» Records from a data collection
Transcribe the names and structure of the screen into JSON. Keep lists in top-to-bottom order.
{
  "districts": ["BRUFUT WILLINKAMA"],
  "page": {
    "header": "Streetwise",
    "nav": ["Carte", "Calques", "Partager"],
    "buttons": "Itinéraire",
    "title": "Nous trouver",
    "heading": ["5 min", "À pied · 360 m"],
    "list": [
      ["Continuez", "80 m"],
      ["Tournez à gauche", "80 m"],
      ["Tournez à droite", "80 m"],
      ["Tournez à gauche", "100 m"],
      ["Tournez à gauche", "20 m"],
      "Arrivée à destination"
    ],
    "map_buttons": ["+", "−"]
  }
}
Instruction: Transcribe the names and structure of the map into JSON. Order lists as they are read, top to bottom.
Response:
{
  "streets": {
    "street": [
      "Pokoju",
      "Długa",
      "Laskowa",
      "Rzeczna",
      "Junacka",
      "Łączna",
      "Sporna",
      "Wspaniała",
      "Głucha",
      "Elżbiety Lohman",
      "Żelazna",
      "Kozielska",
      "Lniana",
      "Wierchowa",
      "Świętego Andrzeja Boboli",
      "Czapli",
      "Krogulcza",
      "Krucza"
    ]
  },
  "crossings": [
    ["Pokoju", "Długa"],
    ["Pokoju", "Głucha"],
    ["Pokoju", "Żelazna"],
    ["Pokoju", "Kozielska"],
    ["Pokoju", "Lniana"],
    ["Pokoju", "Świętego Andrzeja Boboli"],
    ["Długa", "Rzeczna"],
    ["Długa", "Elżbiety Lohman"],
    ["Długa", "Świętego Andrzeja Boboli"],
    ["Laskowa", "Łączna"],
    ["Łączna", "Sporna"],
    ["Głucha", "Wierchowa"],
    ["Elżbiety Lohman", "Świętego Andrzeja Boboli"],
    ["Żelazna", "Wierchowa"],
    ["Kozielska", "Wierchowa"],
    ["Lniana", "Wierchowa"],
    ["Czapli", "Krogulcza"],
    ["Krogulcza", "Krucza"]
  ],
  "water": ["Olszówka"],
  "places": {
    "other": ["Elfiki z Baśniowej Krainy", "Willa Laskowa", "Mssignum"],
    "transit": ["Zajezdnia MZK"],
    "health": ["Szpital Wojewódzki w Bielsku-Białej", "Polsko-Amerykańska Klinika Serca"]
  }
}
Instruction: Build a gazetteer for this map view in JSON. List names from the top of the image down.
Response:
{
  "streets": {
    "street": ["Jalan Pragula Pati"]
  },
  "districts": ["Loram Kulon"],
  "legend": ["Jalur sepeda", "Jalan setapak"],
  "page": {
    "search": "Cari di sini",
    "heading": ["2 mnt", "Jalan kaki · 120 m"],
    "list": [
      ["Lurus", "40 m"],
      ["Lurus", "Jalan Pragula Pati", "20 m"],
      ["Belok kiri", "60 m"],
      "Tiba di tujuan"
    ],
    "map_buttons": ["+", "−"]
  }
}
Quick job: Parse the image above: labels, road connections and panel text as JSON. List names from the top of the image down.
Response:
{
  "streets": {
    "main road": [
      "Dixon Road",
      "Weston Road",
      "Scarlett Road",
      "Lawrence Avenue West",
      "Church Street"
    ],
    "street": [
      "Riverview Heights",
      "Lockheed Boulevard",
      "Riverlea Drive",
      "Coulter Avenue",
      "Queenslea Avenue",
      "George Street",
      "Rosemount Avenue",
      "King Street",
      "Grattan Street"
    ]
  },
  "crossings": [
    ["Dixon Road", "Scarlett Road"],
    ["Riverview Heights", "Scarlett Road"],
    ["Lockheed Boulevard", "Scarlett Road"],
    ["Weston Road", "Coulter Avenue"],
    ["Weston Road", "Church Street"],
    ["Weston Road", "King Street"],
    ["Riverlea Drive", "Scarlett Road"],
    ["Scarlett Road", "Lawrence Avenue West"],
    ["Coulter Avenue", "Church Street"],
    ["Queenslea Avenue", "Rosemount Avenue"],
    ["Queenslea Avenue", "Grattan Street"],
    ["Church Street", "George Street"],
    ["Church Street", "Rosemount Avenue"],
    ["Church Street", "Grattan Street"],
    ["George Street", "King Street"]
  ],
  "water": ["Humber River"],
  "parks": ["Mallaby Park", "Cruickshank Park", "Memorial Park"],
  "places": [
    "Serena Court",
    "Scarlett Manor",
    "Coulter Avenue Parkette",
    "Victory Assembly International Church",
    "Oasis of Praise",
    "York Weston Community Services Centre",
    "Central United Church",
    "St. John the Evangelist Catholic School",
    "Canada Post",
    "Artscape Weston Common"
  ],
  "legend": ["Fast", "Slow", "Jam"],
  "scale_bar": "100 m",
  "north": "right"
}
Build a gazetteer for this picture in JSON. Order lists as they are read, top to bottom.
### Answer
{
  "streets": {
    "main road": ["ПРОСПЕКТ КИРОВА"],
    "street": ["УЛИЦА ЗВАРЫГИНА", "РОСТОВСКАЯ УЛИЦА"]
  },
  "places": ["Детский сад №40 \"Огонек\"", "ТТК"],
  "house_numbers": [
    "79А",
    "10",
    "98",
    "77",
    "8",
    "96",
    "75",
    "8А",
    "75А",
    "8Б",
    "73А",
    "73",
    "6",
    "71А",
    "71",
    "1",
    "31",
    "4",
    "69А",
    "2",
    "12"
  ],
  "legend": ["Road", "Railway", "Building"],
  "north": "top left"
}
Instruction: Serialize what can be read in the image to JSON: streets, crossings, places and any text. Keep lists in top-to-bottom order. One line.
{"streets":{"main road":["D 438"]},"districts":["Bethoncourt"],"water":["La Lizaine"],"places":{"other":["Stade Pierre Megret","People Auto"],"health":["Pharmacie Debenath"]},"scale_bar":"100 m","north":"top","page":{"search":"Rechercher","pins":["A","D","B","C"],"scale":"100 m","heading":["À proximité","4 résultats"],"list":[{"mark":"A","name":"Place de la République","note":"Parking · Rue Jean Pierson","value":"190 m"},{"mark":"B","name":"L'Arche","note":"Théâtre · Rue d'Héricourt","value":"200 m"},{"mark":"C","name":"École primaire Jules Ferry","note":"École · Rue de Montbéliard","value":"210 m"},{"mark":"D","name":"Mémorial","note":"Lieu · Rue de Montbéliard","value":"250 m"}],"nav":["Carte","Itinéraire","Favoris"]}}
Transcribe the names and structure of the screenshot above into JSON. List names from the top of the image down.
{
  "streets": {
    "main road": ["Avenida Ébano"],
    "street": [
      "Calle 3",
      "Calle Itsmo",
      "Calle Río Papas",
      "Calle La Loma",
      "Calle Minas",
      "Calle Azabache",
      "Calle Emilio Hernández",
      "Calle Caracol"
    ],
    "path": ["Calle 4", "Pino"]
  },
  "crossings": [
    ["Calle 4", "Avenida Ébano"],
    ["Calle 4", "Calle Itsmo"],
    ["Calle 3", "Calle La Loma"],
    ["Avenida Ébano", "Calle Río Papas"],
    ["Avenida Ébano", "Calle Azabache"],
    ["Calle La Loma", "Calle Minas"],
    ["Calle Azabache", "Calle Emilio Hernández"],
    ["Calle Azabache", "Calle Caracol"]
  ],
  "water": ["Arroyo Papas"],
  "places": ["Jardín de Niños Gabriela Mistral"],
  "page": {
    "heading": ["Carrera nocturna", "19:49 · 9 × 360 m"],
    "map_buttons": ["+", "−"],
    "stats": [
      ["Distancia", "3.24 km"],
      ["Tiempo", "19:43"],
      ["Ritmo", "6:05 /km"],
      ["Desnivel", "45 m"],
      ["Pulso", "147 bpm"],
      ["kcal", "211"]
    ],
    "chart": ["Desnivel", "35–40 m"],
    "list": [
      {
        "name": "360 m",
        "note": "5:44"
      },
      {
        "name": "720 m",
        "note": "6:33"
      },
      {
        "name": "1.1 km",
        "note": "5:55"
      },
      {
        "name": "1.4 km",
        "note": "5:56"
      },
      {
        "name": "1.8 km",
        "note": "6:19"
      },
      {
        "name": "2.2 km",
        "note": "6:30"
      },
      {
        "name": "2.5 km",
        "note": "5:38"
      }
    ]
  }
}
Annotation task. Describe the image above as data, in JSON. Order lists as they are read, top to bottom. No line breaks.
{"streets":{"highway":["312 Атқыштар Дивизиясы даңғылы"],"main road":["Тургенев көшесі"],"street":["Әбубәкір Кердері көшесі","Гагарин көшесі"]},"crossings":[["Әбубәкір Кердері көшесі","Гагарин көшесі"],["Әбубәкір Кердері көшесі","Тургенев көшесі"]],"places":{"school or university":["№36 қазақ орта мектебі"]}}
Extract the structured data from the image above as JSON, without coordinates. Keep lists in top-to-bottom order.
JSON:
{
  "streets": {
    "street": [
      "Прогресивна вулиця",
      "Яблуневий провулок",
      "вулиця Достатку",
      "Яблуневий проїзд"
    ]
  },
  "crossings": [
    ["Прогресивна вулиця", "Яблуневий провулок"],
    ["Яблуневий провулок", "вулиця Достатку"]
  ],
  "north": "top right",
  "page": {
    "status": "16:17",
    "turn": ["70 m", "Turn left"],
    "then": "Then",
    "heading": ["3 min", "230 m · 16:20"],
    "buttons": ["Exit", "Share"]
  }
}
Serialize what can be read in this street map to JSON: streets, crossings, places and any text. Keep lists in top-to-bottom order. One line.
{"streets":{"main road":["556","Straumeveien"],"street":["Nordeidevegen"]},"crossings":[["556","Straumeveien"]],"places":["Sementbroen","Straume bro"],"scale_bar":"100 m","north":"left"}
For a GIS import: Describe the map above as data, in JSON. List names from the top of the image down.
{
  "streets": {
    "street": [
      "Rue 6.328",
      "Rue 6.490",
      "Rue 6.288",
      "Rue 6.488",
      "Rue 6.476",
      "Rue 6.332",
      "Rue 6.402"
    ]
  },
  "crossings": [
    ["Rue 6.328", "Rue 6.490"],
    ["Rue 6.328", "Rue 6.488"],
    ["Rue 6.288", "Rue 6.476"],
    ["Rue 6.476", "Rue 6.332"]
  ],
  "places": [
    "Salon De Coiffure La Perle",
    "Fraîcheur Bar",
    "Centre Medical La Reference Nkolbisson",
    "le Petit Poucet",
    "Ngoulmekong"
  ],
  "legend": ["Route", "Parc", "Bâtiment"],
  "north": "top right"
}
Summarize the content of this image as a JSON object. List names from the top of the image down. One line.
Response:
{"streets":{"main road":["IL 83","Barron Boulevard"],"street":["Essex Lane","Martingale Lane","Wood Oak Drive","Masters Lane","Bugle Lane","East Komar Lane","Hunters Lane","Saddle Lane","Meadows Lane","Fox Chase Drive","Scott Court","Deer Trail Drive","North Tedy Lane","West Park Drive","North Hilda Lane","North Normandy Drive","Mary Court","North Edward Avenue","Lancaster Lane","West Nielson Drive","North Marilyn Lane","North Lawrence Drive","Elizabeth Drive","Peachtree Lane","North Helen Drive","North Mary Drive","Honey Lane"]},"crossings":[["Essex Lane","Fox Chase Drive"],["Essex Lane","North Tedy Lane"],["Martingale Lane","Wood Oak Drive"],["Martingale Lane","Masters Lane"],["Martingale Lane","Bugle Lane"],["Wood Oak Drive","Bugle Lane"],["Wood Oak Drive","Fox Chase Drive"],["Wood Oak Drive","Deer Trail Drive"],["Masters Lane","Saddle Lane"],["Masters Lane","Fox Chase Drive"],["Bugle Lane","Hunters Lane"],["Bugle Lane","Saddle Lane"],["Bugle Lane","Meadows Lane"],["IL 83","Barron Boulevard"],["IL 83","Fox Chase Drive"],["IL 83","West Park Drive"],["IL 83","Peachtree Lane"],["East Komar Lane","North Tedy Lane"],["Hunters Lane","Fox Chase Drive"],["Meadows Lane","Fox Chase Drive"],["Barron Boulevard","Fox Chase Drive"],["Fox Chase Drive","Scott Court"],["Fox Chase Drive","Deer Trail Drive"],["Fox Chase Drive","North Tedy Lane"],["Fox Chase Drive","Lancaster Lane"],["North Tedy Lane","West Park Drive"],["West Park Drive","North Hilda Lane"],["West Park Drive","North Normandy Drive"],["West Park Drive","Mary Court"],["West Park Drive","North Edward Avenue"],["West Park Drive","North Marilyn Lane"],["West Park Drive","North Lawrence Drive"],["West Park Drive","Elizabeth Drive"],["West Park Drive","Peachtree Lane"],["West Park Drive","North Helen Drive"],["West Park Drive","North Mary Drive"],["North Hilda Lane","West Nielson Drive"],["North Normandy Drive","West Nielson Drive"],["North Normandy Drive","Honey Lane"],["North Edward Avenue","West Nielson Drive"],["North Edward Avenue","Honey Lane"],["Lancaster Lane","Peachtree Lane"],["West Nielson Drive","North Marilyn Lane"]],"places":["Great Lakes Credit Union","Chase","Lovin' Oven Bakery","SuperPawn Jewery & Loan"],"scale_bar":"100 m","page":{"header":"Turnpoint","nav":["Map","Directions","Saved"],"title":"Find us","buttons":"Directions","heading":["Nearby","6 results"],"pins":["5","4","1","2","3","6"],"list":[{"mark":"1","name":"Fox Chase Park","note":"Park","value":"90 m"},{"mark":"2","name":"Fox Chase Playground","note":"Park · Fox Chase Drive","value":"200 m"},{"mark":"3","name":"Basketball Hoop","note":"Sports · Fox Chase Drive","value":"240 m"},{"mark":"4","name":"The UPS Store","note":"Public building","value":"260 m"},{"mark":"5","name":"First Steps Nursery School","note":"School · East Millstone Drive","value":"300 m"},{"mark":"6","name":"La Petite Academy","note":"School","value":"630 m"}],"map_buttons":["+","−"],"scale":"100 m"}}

» EXERCISE BRIEF
Set down exactly the lines from the start of the records to the line with "Instruction: Transcribe the". Include that line, and add nothing more.

» RESPONSE
Transcribe the names and structure of the screen into JSON. Keep lists in top-to-bottom order.
{
  "districts": ["BRUFUT WILLINKAMA"],
  "page": {
    "header": "Streetwise",
    "nav": ["Carte", "Calques", "Partager"],
    "buttons": "Itinéraire",
    "title": "Nous trouver",
    "heading": ["5 min", "À pied · 360 m"],
    "list": [
      ["Continuez", "80 m"],
      ["Tournez à gauche", "80 m"],
      ["Tournez à droite", "80 m"],
      ["Tournez à gauche", "100 m"],
      ["Tournez à gauche", "20 m"],
      "Arrivée à destination"
    ],
    "map_buttons": ["+", "−"]
  }
}
Instruction: Transcribe the names and structure of the map into JSON. Order lists as they are read, top to bottom.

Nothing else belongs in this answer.